高橋氏: 現在、千さんがお持ちのプラットフォームを活用して、私たちのケーキのプロモーションを実施しています。千さんのプラットフォームは、幼稚園・保育園で行われる運動会や卒園式などのイベントをプロのカメラマンが撮影し、その写真をご両親がオンライン上で購入できるというものです。

つまり、幼稚園や保育園に通うお子さんをお持ちの親世代が見ています。そのプラットフォーム上で、「お子さんの成長の節目にケーキはいかがですか?」といった訴求をさせてもらっています。

――現状の効果はいかがですか。

高橋氏: 反応は上々です。ユーザーは多いので効果は期待できると考えています。メインのターゲットはお子さんのいる親世代ですが、小さいお子さんを持つお母さんにとってケーキの需要は大きく、「Cake.jp」でも1〜10歳向けの誕生日ケーキがよく売れています。

最近では、1歳の誕生日に特別なオリジナルケーキを買う「1st birthday」が人気です。こうした特徴があるので、将来的には親世代をターゲットとして、相互送客ができる状態にしていきたいと考えています。

日本にはない、新たなケーキの購買シーンを共創

――2020年の5月には、ベビー用品の「コンビ株式会社」と一緒に、『ベビーシャワーケーキ』を販売開始されました。これはどのような経緯だったのでしょうか。

高橋氏: こちらもeiicon経由で、私たちからコンビさんにメッセージを送ったことがきっかけです。最初にコンタクトをとったのは1年ほど前です。コンビさんも子供向けの商品を展開されているので、私たちのサービスと相性がいいと思いました。
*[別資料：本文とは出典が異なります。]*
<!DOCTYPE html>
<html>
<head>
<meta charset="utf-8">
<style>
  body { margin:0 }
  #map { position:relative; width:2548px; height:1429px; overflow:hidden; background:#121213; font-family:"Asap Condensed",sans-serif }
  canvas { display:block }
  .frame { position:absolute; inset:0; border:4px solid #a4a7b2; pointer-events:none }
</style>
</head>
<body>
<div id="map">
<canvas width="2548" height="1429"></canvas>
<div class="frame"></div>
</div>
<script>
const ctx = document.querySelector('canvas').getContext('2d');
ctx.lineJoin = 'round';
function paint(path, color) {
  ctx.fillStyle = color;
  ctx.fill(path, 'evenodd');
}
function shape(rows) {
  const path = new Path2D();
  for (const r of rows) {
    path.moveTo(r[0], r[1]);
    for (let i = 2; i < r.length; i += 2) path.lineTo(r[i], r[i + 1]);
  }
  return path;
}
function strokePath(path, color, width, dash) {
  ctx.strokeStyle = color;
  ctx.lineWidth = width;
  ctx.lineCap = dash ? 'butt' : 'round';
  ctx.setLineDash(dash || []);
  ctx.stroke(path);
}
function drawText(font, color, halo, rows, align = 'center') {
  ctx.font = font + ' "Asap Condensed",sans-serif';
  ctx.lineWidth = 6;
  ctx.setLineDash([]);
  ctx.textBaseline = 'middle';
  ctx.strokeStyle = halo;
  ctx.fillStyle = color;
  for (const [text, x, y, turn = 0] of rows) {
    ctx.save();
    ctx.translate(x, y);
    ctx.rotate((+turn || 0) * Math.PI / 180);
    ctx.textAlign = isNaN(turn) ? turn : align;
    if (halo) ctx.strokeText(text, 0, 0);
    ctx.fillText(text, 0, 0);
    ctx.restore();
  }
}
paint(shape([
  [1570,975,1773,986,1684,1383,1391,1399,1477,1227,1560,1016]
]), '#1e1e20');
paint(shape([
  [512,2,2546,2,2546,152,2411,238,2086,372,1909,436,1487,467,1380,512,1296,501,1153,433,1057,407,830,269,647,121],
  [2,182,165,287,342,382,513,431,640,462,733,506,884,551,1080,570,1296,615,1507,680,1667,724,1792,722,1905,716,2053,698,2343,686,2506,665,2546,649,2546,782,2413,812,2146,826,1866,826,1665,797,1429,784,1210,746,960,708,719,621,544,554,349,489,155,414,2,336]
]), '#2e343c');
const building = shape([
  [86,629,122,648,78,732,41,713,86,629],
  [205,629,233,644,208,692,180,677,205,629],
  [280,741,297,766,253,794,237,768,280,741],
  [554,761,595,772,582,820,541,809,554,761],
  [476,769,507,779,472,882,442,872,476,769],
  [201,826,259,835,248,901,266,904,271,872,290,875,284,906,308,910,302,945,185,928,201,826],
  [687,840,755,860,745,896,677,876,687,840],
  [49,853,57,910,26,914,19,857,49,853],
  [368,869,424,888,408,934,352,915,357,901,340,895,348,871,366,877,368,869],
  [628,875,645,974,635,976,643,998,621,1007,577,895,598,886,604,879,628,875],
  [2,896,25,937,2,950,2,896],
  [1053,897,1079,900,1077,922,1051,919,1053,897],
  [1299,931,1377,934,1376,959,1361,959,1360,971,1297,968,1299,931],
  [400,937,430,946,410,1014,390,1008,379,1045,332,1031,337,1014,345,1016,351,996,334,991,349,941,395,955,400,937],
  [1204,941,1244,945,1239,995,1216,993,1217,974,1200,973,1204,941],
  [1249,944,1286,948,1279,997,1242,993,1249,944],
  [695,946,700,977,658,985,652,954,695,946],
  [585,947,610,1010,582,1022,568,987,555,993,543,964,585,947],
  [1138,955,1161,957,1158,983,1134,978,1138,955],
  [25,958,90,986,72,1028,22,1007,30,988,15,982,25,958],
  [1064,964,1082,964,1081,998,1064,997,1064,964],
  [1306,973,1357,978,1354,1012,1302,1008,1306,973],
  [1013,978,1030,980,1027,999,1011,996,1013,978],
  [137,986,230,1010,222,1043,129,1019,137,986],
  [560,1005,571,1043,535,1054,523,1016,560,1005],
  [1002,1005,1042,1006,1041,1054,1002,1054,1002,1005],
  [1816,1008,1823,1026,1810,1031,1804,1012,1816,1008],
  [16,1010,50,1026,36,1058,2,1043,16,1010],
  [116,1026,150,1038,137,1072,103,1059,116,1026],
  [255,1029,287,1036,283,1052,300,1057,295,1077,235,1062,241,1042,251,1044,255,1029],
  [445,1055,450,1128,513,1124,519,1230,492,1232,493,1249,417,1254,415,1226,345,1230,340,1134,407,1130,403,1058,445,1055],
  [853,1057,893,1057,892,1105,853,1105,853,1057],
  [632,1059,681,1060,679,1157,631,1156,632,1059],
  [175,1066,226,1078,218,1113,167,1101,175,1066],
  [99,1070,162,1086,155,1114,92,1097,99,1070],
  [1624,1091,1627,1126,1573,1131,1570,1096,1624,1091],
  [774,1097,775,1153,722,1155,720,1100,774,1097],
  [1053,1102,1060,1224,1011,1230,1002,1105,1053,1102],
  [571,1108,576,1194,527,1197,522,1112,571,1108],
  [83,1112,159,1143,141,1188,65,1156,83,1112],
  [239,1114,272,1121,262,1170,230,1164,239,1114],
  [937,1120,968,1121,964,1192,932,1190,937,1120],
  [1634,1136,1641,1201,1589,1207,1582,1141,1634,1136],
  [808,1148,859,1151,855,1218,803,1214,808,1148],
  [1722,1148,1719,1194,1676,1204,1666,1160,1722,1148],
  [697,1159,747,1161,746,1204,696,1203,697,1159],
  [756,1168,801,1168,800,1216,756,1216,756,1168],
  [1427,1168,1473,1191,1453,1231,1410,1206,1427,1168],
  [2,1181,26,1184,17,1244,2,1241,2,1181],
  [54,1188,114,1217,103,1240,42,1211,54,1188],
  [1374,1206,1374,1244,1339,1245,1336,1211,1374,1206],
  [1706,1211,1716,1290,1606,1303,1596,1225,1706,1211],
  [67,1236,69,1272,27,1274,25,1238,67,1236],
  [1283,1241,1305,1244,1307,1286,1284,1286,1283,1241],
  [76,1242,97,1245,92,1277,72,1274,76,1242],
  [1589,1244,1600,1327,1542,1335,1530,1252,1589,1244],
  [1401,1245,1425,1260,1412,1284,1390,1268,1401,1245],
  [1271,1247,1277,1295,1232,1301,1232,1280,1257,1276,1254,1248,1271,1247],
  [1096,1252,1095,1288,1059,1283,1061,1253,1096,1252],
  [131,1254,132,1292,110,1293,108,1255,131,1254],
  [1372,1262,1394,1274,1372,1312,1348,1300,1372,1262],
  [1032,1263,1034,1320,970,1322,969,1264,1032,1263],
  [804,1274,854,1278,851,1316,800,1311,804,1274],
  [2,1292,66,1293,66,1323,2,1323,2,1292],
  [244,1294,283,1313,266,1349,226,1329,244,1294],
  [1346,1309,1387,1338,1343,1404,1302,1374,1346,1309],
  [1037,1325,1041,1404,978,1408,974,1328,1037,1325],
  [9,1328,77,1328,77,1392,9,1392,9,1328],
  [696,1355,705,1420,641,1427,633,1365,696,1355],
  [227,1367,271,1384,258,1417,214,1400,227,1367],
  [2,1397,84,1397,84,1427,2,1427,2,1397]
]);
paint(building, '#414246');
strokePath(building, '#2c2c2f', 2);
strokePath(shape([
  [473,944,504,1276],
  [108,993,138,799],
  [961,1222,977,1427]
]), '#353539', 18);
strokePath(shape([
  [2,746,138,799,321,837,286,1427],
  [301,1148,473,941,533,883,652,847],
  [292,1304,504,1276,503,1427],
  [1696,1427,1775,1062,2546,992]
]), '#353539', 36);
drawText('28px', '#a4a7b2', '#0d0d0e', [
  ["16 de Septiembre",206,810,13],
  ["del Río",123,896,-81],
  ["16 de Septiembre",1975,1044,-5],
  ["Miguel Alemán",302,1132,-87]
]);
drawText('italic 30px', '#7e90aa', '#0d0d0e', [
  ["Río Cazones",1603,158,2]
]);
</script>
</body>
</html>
メッセージを送った後、すぐに返信をいただき、その後、何度かお会いして話を進めてきました。

コンビさんが課題感としてお持ちだったのは、日本の出生数が減る中で、現状維持ではビジネスが先細りしてしまうことでした。主力商品のベビーカーは、マイナス0.5歳~1・2歳が主なターゲットですが、そこだけではなく前後の年齢層に広げたいとの戦略をお持ちでした。
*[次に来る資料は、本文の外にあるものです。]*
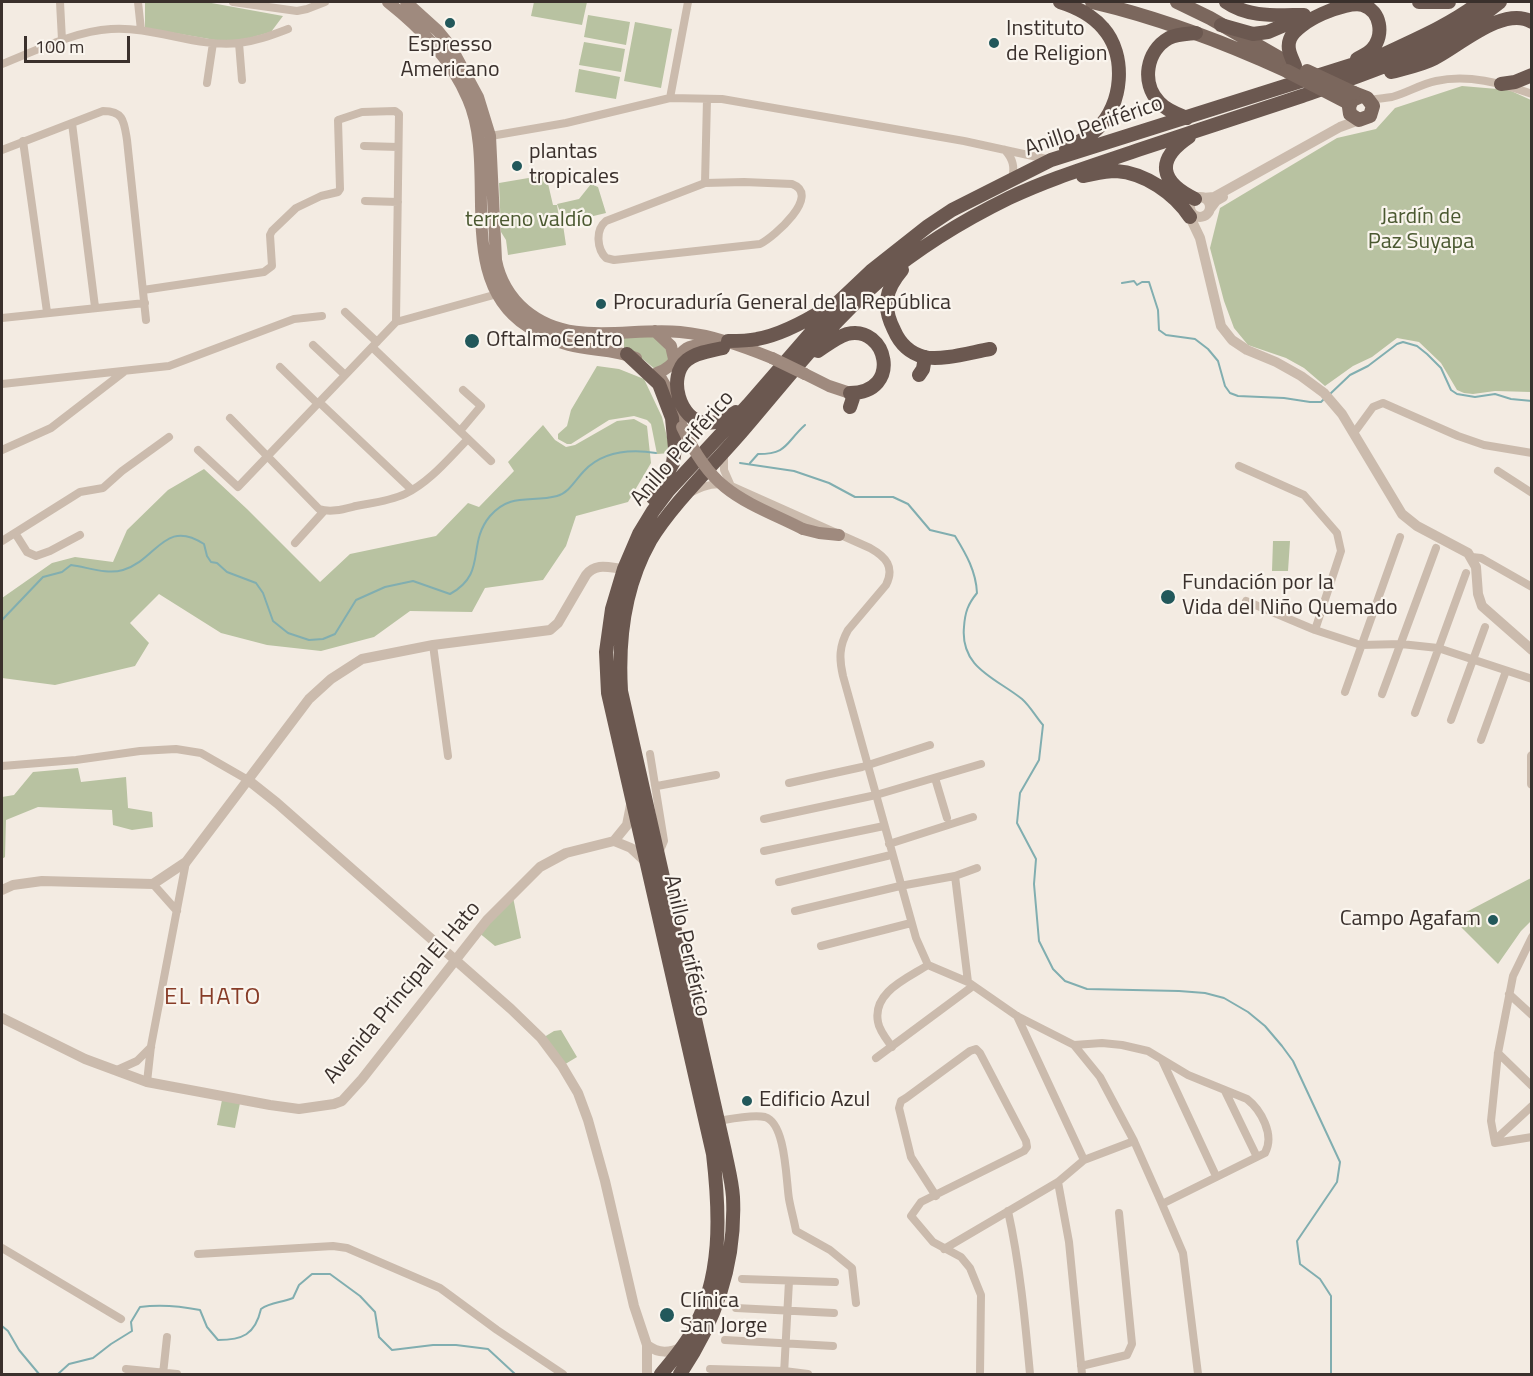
<!DOCTYPE html>
<meta charset="utf-8">
<style>
body{margin:0}
#map{position:relative;width:1533px;height:1376px;overflow:hidden;background:#f3ebe2;font-family:"Titillium Web",sans-serif}
canvas{display:block}
.frame{position:absolute;inset:0;border:3px solid #3a302c;pointer-events:none}
.scale{position:absolute;left:24px;top:36px;width:106px;height:27px;box-sizing:border-box;border:3px solid #3a302c;border-top:0;padding-left:8px;font-size:18px;line-height:21px;white-space:nowrap;color:#3a302c;-webkit-text-stroke:4px #faf5ee;paint-order:stroke}
</style>
<div id="map">
<canvas width="1533" height="1376"></canvas>
<div class="frame"></div>
<div class="scale">100 m</div>
</div>
<script>
const context = document.querySelector('canvas').getContext('2d');
context.lineJoin = 'round';
function fillPath(path, color) { context.fillStyle = color; context.fill(path, 'evenodd'); }
function stroke(path, color, width, dash) { context.strokeStyle = color; context.lineWidth = width; context.lineCap = dash ? 'butt' : 'round'; context.setLineDash(dash || []); context.stroke(path); }
function drawText(font, color, halo, rows, align = 'center') {
  context.font = font + ' "Titillium Web",sans-serif'; context.lineWidth = 4.5; context.setLineDash([]); context.textBaseline = 'middle'; context.strokeStyle = halo; context.fillStyle = color; for (const [text, x, y, turn = 0] of rows) {
    context.save(); context.translate(x, y); context.rotate((+turn || 0) * Math.PI / 180); context.textAlign = isNaN(turn) ? turn : align; if (halo) context.strokeText(text, 0, 0); context.fillText(text, 0, 0); context.restore();
  }
}
fillPath(new Path2D(`
 M145,2h61l77,14 -12,16 -32,9h-18l-76,-13z
 M534,2h53l-5,23 -51,-9z
 M588,15l42,7 -4,23 -42,-8z
 M635,22l37,7 -11,59 -37,-7z
 M584,42l41,7 -4,23 -42,-7z
 M579,69l41,8 -4,22 -41,-7z
 M1462,86l47,4 22,10v292l-36,-1 -22,3 -9,-1 -7,-3 -16,-27 -22,-21 -22,-4 -25,19 -19,9 -28,20 -21,-18 -18,-10 -38,-13 -14,-17 -10,-27 -14,-53 10,-40 117,-70 39,-9 19,-21z
 M546,175l7,30h4l2,12 3,1 4,27 -58,10 -2,-15 -5,-8 -2,-49z
 M591,184l7,3 8,26 -21,5 -11,-7 -4,2 -9,1 -4,-10 22,-5z
 M655,334l13,12 4,13 -16,11 -12,-10 -20,-9v-15z
 M597,366l22,3 25,10 18,38 9,36 -14,1 -6,-30 -4,-4 -13,-4 -25,4 -38,24h-4l-9,-5v-5l9,-8 4,-16z
 M634,419l13,7 4,37 -23,39 -52,14 -10,30 -23,34 -58,8 -13,24 -62,-1 -36,26 -53,14 -54,-6 -46,-12 -62,-39 -29,29 19,20 -14,23 -80,19 -53,-7v-80l50,-35 23,-6 38,5 14,-32 41,-40 36,-21 43,40 73,73 30,-28 86,-18 32,-33 11,4 35,-36 -6,-9 35,-37 12,15 11,7 9,-2 42,-24z
 M1273,541h17l-2,30h-16z
 M78,768l3,14 45,-5 2,31 24,4 1,15 -21,3 -19,-5 -1,-15 -74,-3 -32,13 -1,37 -3,2v-62l12,-2 19,-23z
 M1531,878v43l-10,10 -23,33 -45,-45z
 M513,897l8,41 -26,8 -17,-14z
 M561,1030l16,27 -15,9 -21,-27 13,-8z
 M222,1100l18,3 -5,25 -18,-3z`), '#b8c2a1');
stroke(new Path2D(`
 M1122,283l12,-2 3,4 5,-3h7l9,28 1,20 7,5 29,4 13,10 10,12 7,25 5,7 8,3 46,2 26,4h11l2,-2
 M1330,394l20,-19 18,-9 29,-22 6,-2 14,4 10,8 14,14 10,22 6,4 18,3 20,-3 16,5 21,2
 M740,463l54,8 35,12 26,14h38l15,7 22,26 25,6c11,18 21,35 22,57 -9,11 -12,19 -13,34 -4,41 32,51 58,72 8,7 14,18 21,26l-4,35 -19,33 -3,30 19,36 -2,25 5,57 14,28 12,12 22,8 92,2 26,2 19,5 24,14 17,14 17,20 11,15 47,101 -3,20 -40,59 3,23 20,15 11,17v78
 M750,463l8,-9c30,0 27,-11 47,-29
 M2,620l41,-43 19,-5 9,-7c16,2 36,10 52,5 34,-10 41,-52 81,-26l3,12 4,6 6,1 10,9 29,11 7,10 10,28 15,12 21,7 14,-1 12,-5 21,-34 29,-13 28,-6 37,13c38,-21 16,-49 40,-78 21,-24 41,-13 67,-20 12,-3 19,-17 27,-25 19,-20 46,-22 72,-18
 M2,1326l6,5 11,19 20,24
 M49,1374h9l11,-10 24,-6 18,-14 21,-13 -1,-9 9,-15c21,-3 40,-1 60,3l7,17 11,13c24,0 37,-5 43,-31 10,-7 20,-6 32,-11l6,-13 13,-11h18l30,22 15,16 4,25 13,13 41,-5h23l32,4 27,25`), '#81aeb0', 2);
stroke(new Path2D(`
 M60,2l2,38
 M138,2l3,28
 M233,2l64,9 10,-2 18,-7
 M239,43l3,37
 M2,64c33,-13 73,-33 109,-35 43,-3 86,19 128,14 18,-2 33,-8 49,-14
 M207,83l6,-40
 M670,98l18,-96
 M1369,100c8,-1 16,-2 23,-3 15,-4 29,-13 44,-16 32,-7 65,2 96,13
 M72,123l23,184
 M485,137l81,-14 104,-25 52,1 242,42 87,19
 M23,141l24,171
 M364,146l34,1
 M2,150l101,-39c21,0 21,11 24,29l19,180
 M1005,150c8,9 10,17 7,29
 M744,182l48,2c30,11 -18,53 -32,60l-146,16 -8,-2c-9,-9 -11,-28 0,-37l99,-38z
 M705,183l2,-84
 M365,201l33,1
 M143,290l121,-18 8,-6 -2,-31 2,-4 24,-23 25,-12 17,-4 2,-3 -2,-69 24,-8 33,-1 4,3 -3,208
 M345,312l32,30
 M2,318l143,-15
 M313,345l32,30
 M372,347l119,114
 M280,367l38,37
 M2,384l167,-18 125,-47 28,-3
 M320,403l92,87
 M230,418l89,91c12,4 25,0 37,-3 16,-3 34,-5 49,-12 25,-12 44,-36 63,-55
 M460,431l21,-25 -18,-16
 M1354,433l19,-26 10,-4 75,33 26,9 48,8
 M2,450l49,-22 74,-57
 M198,450l40,37 158,-165 105,-29
 M724,452v18l7,16
 M1239,466l65,29 33,38 4,18 -26,79
 M1498,471l34,22
 M692,492c14,-7 24,-10 39,-6l139,62c16,9 25,19 16,37l-38,45c-9,16 -9,29 -5,46l73,262 12,27 40,17 49,34 57,29 26,32 34,64 28,63
 M15,533l12,19 9,4 14,-5 30,-16
 M2,541l78,-49 23,-4 19,-17 47,-34
 M295,543l29,-32
 M1472,557l9,1 51,29
 M1246,601l69,29 46,15 40,-1 37,4 94,31
 M433,645l15,111
 M1345,692l55,-155
 M1382,694l54,-146
 M1415,713l51,-140
 M1451,720l34,-93
 M1481,740l25,-69
 M650,754l14,87 -5,12
 M2,766l74,-6 64,-9 36,-2 25,4 47,27
 M935,778l12,40
 M789,783l73,-16 68,-22
 M657,786l59,-11
 M764,819l112,-24 105,-31
 M889,844l84,-27
 M764,851l120,-25
 M955,876l13,106
 M779,882l112,-27
 M153,884l24,27
 M795,911l105,-25 55,-10 22,-8
 M1532,937l-19,39 -15,77 -7,68 4,22 37,-6
 M821,946l90,-23
 M1509,994l23,21
 M1017,1016l67,144
 M1074,1045l28,-2 20,2 26,6 40,24 59,24c14,11 28,36 18,54l-103,51 21,49 15,121
 M892,1047c-5,-7 -13,-17 -14,-25 -6,-30 30,-44 50,-57
 M1498,1053l34,33
 M876,1058l97,-72
 M1162,1060l54,116
 M117,1070l20,-9 14,-14
 M147,1082l4,-36 35,-184
 M1225,1091l32,66
 M718,1121c12,-2 35,-7 47,-4 21,6 21,64 24,82 2,11 5,21 7,32l34,19 22,18 4,35
 M1495,1140l37,-34
 M1058,1182l11,60 13,132
 M936,1196l-25,-39 -12,-49 2,-7 5,-3 64,-47 6,-2 4,4 46,88 1,6 -3,4 -103,51 -10,14 22,26 28,15 9,11 11,27 -1,79
 M1008,1211c12,54 17,109 22,163
 M2,1248l119,71
 M944,1249l114,-67 26,-22 50,-19
 M198,1254l135,-8 14,2 93,40 57,42 66,44
 M742,1279l93,3
 M736,1308l98,5
 M725,1340l108,6
 M1081,1366l46,-11 5,-11 -13,-131
 M126,1369l51,5
 M710,1369l74,2 24,3
 M163,1374l4,-37
 M784,1374l5,-93`), '#cbbbad', 8);
stroke(new Path2D(`
 M1190 207a10 10 0 1 1 20 0a10 10 0 1 1-20 0Z
 M1203,198l11,-1 126,-70 19,-7
 M1210,209l6,-8 7,-4
 M1190,217l10,21 21,88 11,14 15,10 29,12 25,14 23,17 18,21 60,100 15,12 51,27 8,14 2,27 4,12 50,44
 M1532,756v28
 M248,780l29,23 234,206 30,29 21,28 16,27 10,27 17,61 29,125 13,39v29
 M614,841l13,-16 4,-20
 M2,890l11,-5 29,-4 111,3 33,-22 123,-163 22,-20 31,-20 71,-14 117,-15 8,-7 28,-48c10,-13 24,-7 38,-6
 M2,1018l83,41 62,23 123,23 29,4 35,-5 8,-3 20,-22 125,-159 53,-53 26,-14 48,-12 17,7 14,13
 M647,1345c12,9 22,8 36,2`), '#cbbbad', 10);
stroke(new Path2D(`
 M388,2c34,27 63,57 80,97 31,70 -15,179 59,227 12,7 28,15 42,19 22,6 45,4 67,13
 M406,2l32,29 13,16 27,50 12,39 6,124c4,21 13,36 29,50 45,38 102,17 155,22 32,3 62,14 92,26
 M655,331l16,15 3,13
 M657,373c27,-9 17,-35 59,-26
 M805,374l24,12 21,7
 M659,375l15,26 8,26
 M803,529l16,4 20,2`), '#9f8a7e', 12);
stroke(new Path2D(`
 M1092,2c68,16 132,40 195,69
 M1177,2l33,16 80,46
 M1354,93l13,5 6,8 -3,10 -11,4 -9,-6 -1,-7 3,-7 9,-4`), '#7b675d', 14);
stroke(new Path2D(`
 M1060,2c16,5 32,13 43,26 24,27 20,77 -6,101 -9,9 -21,14 -31,20
 M1226,2c23,16 51,13 78,13
 M1419,2h30
 M1221,25l32,9 15,-2 35,-15
 M1295,66c-3,-8 -9,-17 -5,-27 6,-17 56,-39 73,-34 18,6 21,30 10,43 -4,5 -11,8 -16,11
 M1391,72c15,-4 31,-7 44,-14 24,-12 69,-53 97,-36
 M1501,84l14,-2 17,-7
 M1187,118c-10,-4 -21,-8 -28,-16 -18,-19 -13,-51 10,-64 8,-4 18,-4 27,-5
 M1189,137c-34,23 -29,45 6,62
 M1083,176c11,-2 22,-5 33,-5 29,2 58,22 74,46
 M902,270c-17,20 -20,36 -8,60 6,14 15,23 30,27 18,4 48,-5 66,-8
 M728,341c9,0 19,0 29,-2 24,-4 49,-18 70,-31
 M723,348c-12,3 -26,4 -36,12 -20,16 -8,61 19,63 10,1 21,-5 30,-11
 M818,351c9,-6 19,-14 29,-17 40,-10 56,59 3,59l3,5 -3,9
 M627,354l32,30 13,34 3,30 -2,15 -20,35
 M919,375l4,-6 2,-12
 M661,1374c11,-13 22,-26 30,-40 32,-55 29,-120 22,-180l-105,-461 -2,-41 6,-43 12,-40 15,-35 14,-23 15,-20 80,-86 86,-99 37,-35 57,-45 24,-16 99,-50 329,-104c34,-16 70,-31 100,-54
 M680,1374c36,-53 56,-112 53,-177 -1,-15 -5,-30 -8,-45l-104,-461c-3,-51 3,-104 29,-150 21,-35 61,-74 88,-105 45,-52 89,-110 141,-155 38,-32 85,-61 130,-83 42,-20 86,-33 129,-48 55,-18 109,-36 164,-54 72,-25 138,-46 198,-94`), '#6b5850', 14);
stroke(new Path2D(`
 M772,358l33,16
 M682,427c10,21 24,45 43,60 22,18 53,29 78,42`), '#9f8a7e', 12);
stroke(new Path2D(`
 M1287,71l58,30
 M1307,71l47,22`), '#7b675d', 14);
for (const [x, y, r, color] of [
 [450,23,6,"#22585b"],
 [994,43,6,"#22585b"],
 [517,166,6,"#22585b"],
 [601,304,6,"#22585b"],
 [472,341,8,"#22585b"],
 [1168,597,8,"#22585b"],
 [1493,920,6,"#22585b"],
 [747,1101,6,"#22585b"],
 [667,1315,8,"#22585b"]
]) { const dot = new Path2D(); dot.arc(x, y, r, 0, 2 * Math.PI); context.fillStyle = color; context.fill(dot); stroke(dot, '#faf5ee', 2); }
drawText('22px', '#3a302c', '#faf5ee', [
 ["Instituto",1006,30],
 ["de Religion",1006,55],
 ["Espresso",450,46,"center"],
 ["Americano",450,71,"center"],
 ["plantas",529,153],
 ["tropicales",529,178],
 ["Procuraduría General de la República",613,304],
 ["OftalmoCentro",486,341],
 ["Fundación por la",1182,584],
 ["Vida del Niño Quemado",1182,609],
 ["Campo Agafam",1481,920,"right"],
 ["Edificio Azul",759,1101],
 ["Clínica",680,1302],
 ["San Jorge",680,1327]
], 'left');
drawText('22px', '#3a302c', '#faf5ee', [
 ["Anillo Periférico",1094,127,-19],
 ["Anillo Periférico",683,449,-49],
 ["Anillo Periférico",686,946,77],
 ["Avenida Principal El Hato",403,993,-50]
]);
drawText('22px', '#4a5830', '#faf5ee', [
 ["Jardín de",1421,218],
 ["Paz Suyapa",1421,243],
 ["terreno valdío",529,221]
]);
context.letterSpacing = '1.5px';
drawText('24px', '#873c27', '#faf5ee', [
 ["EL HATO",213,998]
]);
context.letterSpacing = '0px';
</script>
ですので、今回第一弾として、マタニティ向けのベビーシャワーケーキを共同で企画し、新しいお祝いシーンを創出することにチャレンジしています。

▲参考リンク : ニュースリリース 「Combi × Cake.jp『マタニティ向けケーキ』を共同開発」

――マタニティをターゲットに、『ベビーシャワーケーキ』でお祝いするという新しい購買シーンを生み出す取り組みですね。どのような役割分担で共創を?

高橋氏: コンセプトの設計やママインフルエンサーを活用したリサーチはコンビさんの方で担っていただきました。私たちは、ケーキのデザインや味を担当しています。

――マーケットの反応はどうですか。

高橋氏: 少しずつではありますが、反応が出始めています。コンビさんの社内でも、「ベビーシャワーケーキを購入したい」という声がたくさんあがっていると聞きました。なので、コンビさん向けにクーポンを用意しましたね。

マタニティ向けのベビーシャワーケーキは、これまで買えるところがほとんどありませんでした。こういった商品を企画することで、新しいお祝いのシーンを増やしていければと思います。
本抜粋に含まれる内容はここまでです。